AMAVI Associação dos Municípios do Alto Vale do Itajaí

quarta, 19 de junho de 2019

DANO AO ERÁRIO Ação da Caixa para ressarcir desvios do Bolsa Família não prescreve, afirma TST

É imprescritível ação da Caixa Econômica Federal para buscar ressarcimento de valores do Bolsa Família apropriados indevidamente por uma funcionária, decidiu a 4ª Turma do Tribunal Superior do Trabalho.

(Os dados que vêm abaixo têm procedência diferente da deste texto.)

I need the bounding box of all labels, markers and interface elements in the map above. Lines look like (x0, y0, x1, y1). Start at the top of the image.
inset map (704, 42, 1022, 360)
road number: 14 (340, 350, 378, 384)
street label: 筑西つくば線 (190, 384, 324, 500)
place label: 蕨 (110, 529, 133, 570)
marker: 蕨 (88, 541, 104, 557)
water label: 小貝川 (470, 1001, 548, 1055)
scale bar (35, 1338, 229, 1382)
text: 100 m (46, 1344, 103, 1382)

Isso porque, por envolver dano ao tesouro público, aplica-se a regra prevista no artigo 37, parágrafo 5º, da Constituição Federal — que diz que são imprescritíveis as ações de ressarcimento ao erário —, e não os prazos prescricionais trabalhistas.

Na ação de cobrança, a Caixa relatou que, devido a denúncias de clientes, foi instaurado processo disciplinar no qual constatou que a funcionária usou sua função de responsável pelo atendimento aos beneficiários do Programa Bolsa Família para reverter em benefício próprio cerca de R$ 33 mil devidos àquelas pessoas.

Em sua defesa, a mulher argumentou que o direito de ação da Caixa estaria prescrito, porque foi dispensada em fevereiro de 2012, e a ação só fora ajuizada em junho de 2014, fora, portanto, do prazo de dois anos após a rescisão contratual.

O juízo de primeiro grau rejeitou o pedido de aplicação da prescrição trabalhista, por entender que, como a Caixa é parte da administração pública, o caso se enquadra na ressalva do parágrafo 5º do artigo 37 da Constituição da República referente às ações de ressarcimento.

O Tribunal Regional do Trabalho da 17ª Região (ES), no entanto, considerou que o Supremo Tribunal Federal ainda não se manifestou definitivamente a respeito do tema e que não há nos autos prova de que a empregada foi condenada por ato de improbidade no juízo competente. Por isso, declarou prescrita a pretensão da Caixa.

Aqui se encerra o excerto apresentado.